▸ **Exercise inputs**
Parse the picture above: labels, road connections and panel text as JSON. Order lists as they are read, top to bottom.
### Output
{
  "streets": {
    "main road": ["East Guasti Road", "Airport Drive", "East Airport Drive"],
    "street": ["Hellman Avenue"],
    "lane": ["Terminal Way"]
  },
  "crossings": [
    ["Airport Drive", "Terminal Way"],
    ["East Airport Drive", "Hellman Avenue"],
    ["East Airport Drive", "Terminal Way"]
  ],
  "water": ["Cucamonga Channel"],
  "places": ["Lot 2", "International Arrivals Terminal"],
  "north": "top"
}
==
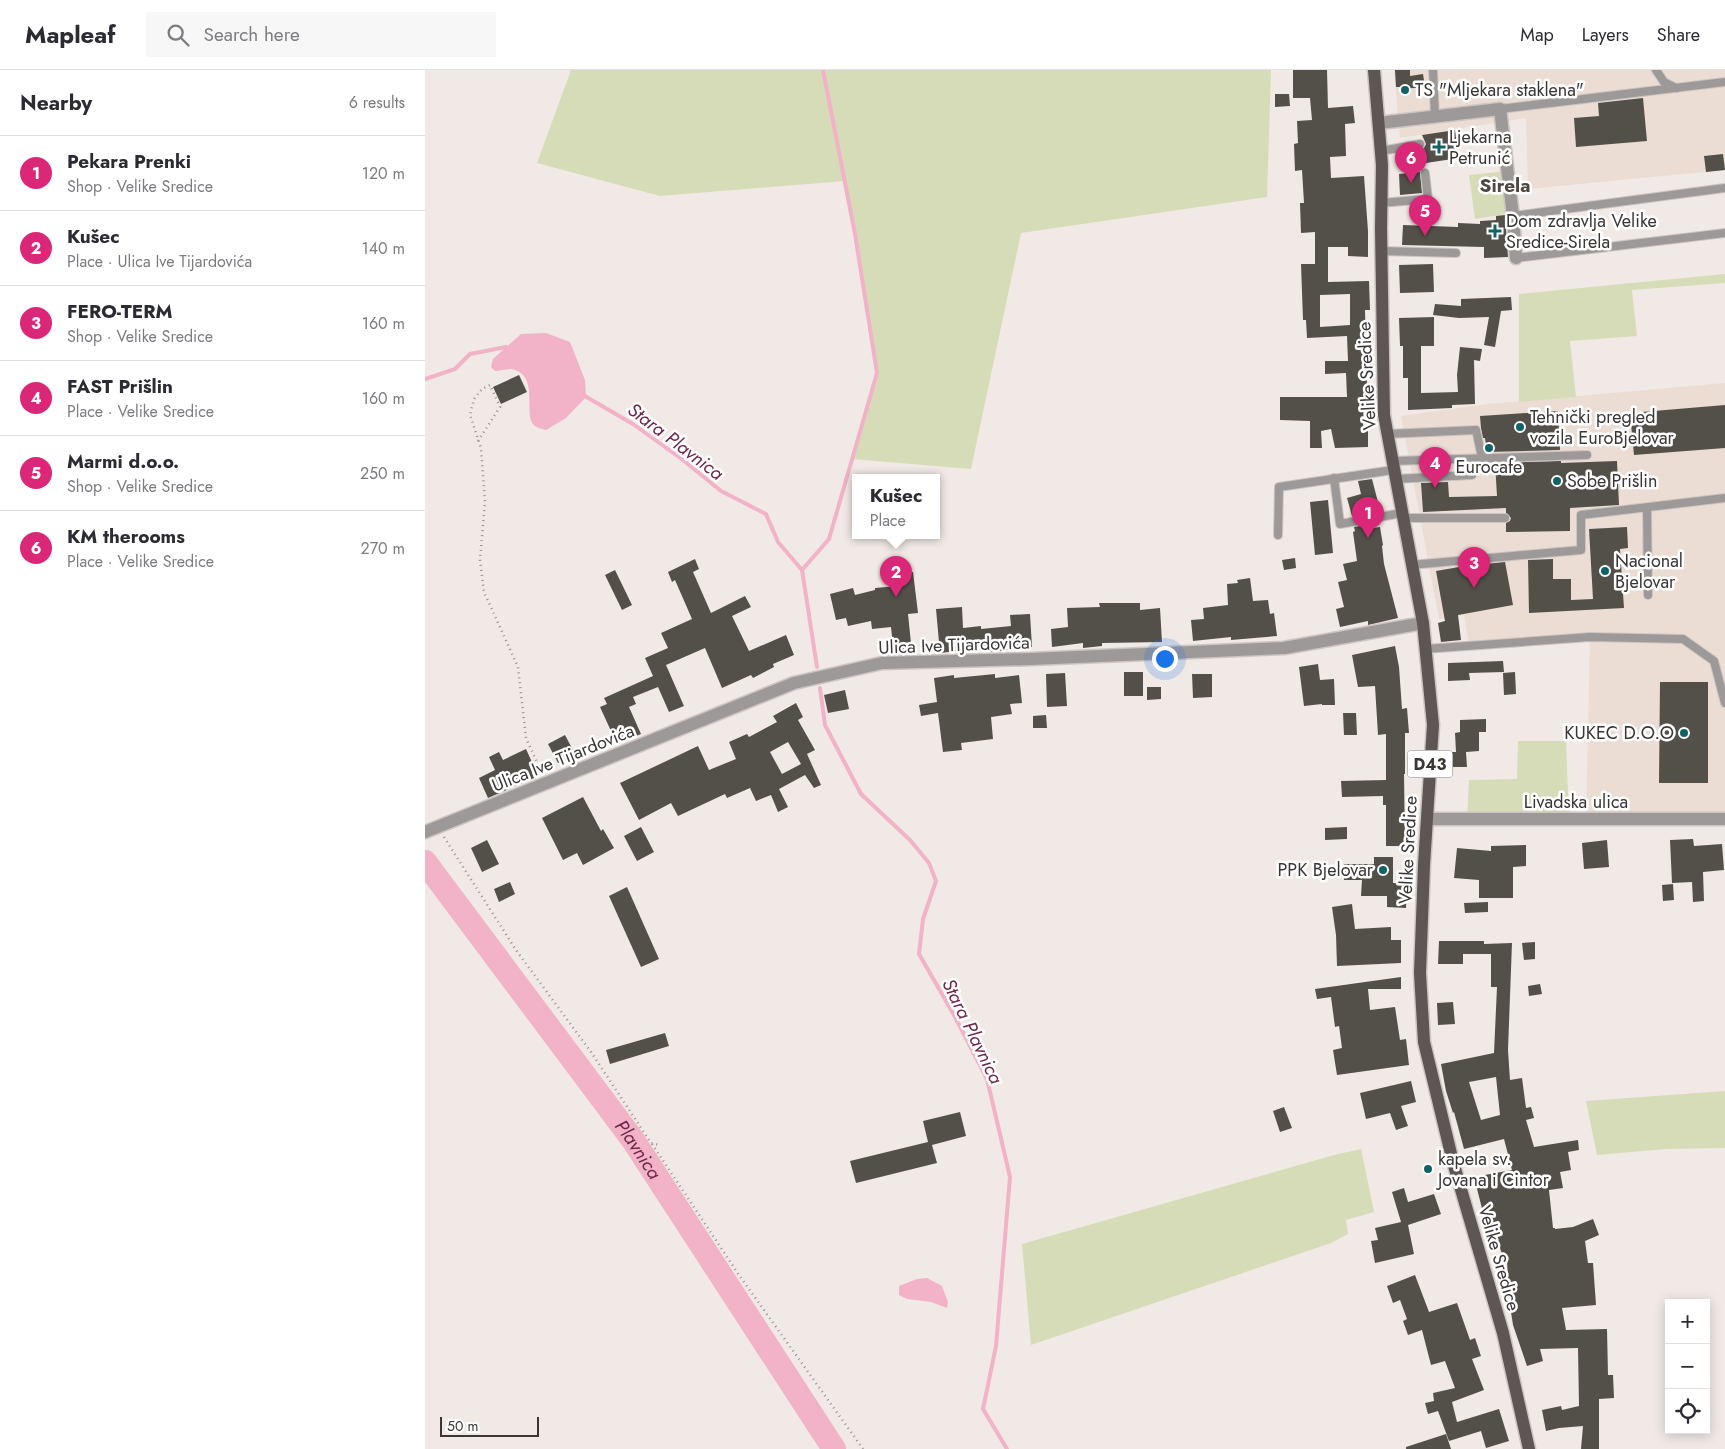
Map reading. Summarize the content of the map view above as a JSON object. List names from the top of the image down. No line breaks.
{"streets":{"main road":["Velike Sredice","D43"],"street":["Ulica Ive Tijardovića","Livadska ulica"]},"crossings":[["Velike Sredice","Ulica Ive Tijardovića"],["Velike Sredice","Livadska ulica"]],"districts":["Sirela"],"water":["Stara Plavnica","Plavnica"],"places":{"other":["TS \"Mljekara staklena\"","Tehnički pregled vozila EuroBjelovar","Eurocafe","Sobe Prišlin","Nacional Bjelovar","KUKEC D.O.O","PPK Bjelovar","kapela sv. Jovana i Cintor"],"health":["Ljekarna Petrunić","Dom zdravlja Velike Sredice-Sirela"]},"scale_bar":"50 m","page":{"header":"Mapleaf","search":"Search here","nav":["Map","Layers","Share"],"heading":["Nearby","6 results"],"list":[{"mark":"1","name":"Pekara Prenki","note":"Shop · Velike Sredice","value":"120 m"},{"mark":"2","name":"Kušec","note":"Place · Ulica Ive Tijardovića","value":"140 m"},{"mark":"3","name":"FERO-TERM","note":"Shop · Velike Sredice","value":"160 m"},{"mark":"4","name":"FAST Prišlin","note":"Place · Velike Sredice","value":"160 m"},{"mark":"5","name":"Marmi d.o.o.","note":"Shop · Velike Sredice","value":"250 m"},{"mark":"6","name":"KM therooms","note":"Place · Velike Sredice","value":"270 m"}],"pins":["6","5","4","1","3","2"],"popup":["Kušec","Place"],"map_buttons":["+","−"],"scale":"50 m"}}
---
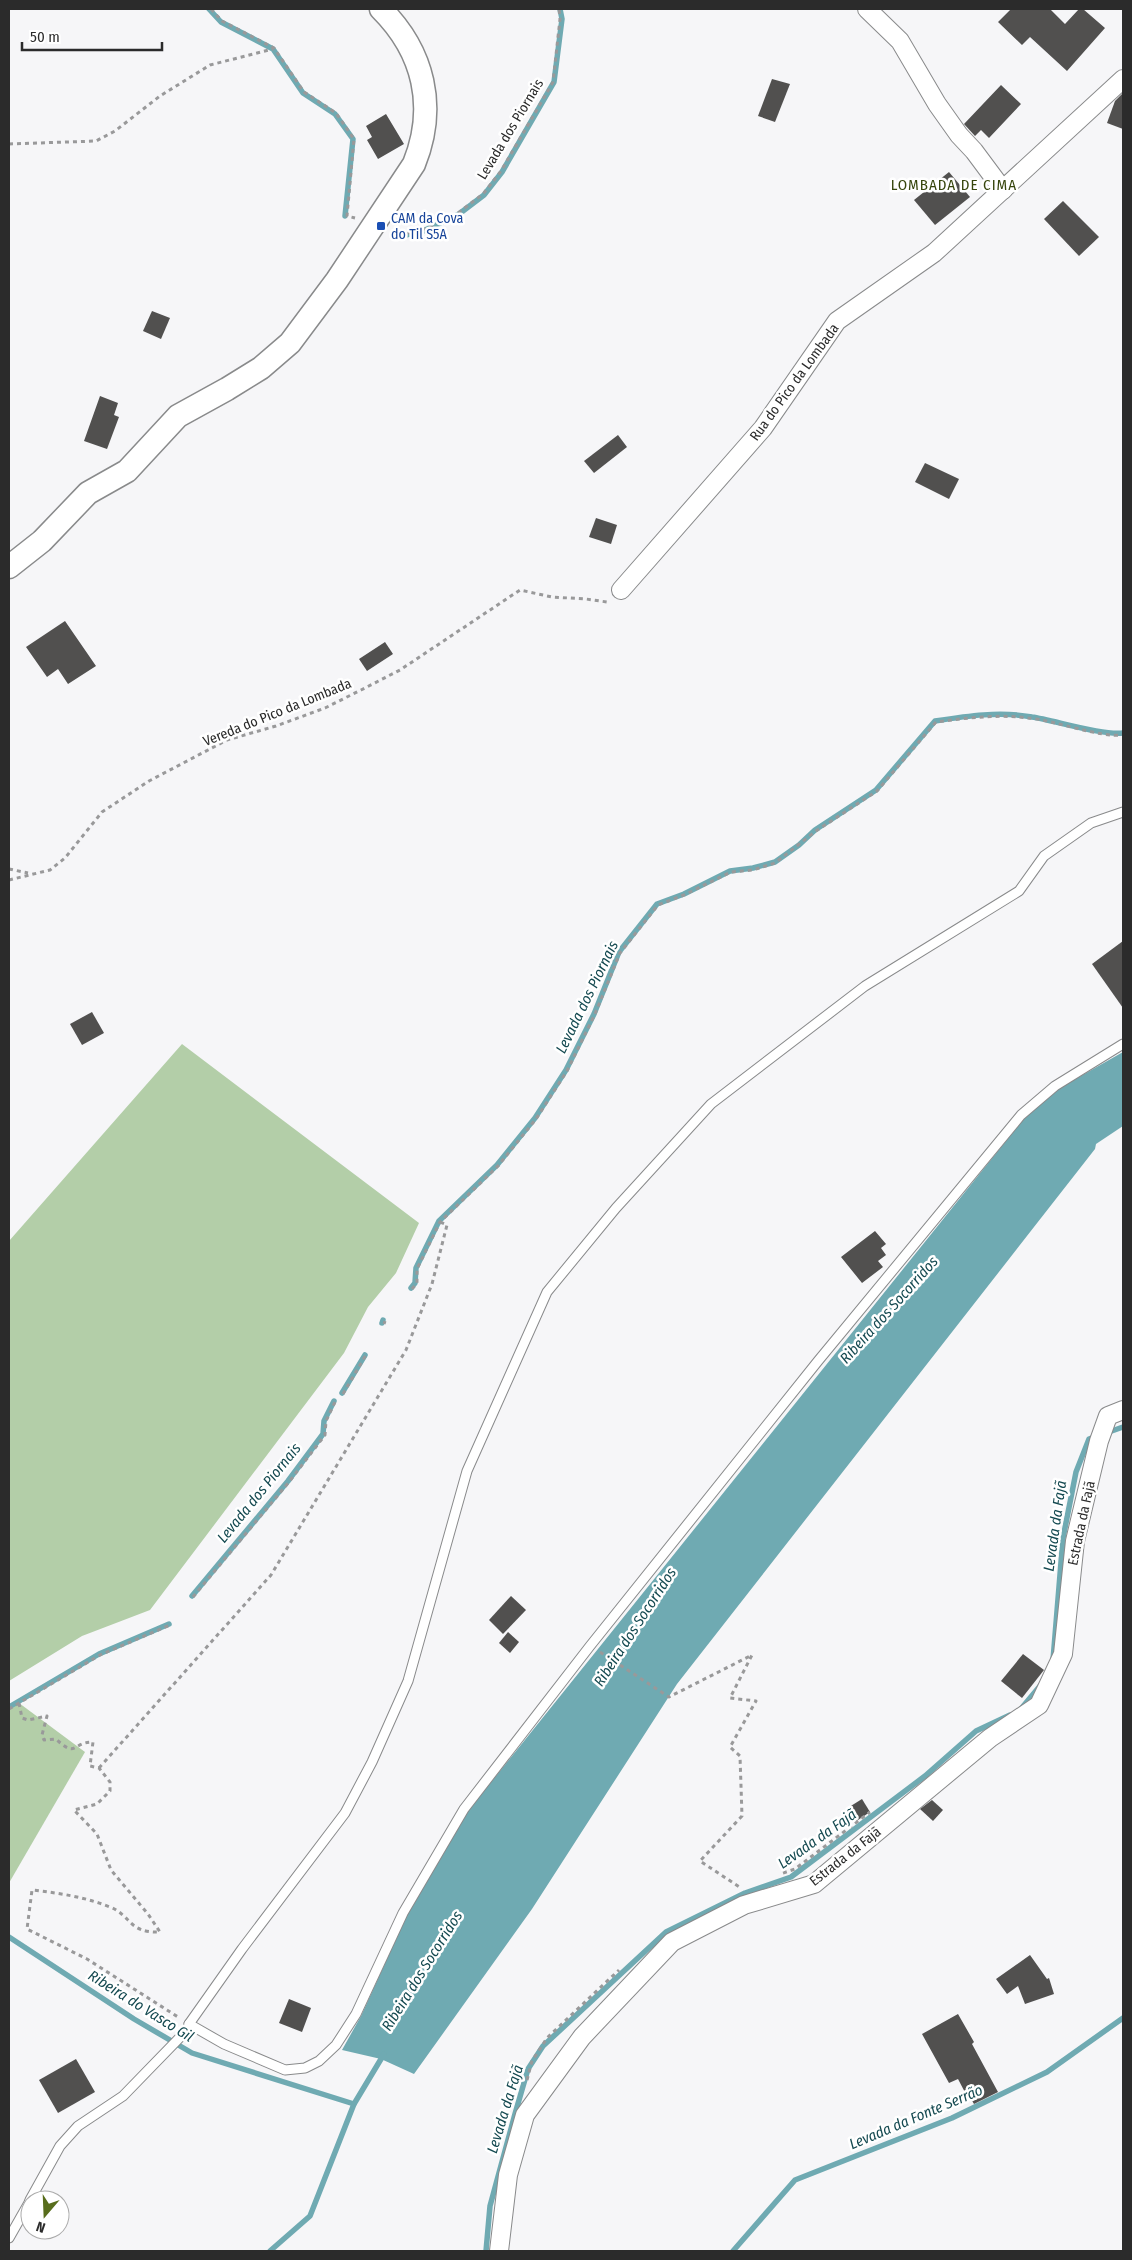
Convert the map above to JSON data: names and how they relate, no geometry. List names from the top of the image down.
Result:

▸ **Work item**
Only the lines holding the string "they" are needed; copy each of them from the material above.

▸ **Answer to this problem**
Parse the picture above: labels, road connections and panel text as JSON. Order lists as they are read, top to bottom.
Convert the map above to JSON data: names and how they relate, no geometry. List names from the top of the image down.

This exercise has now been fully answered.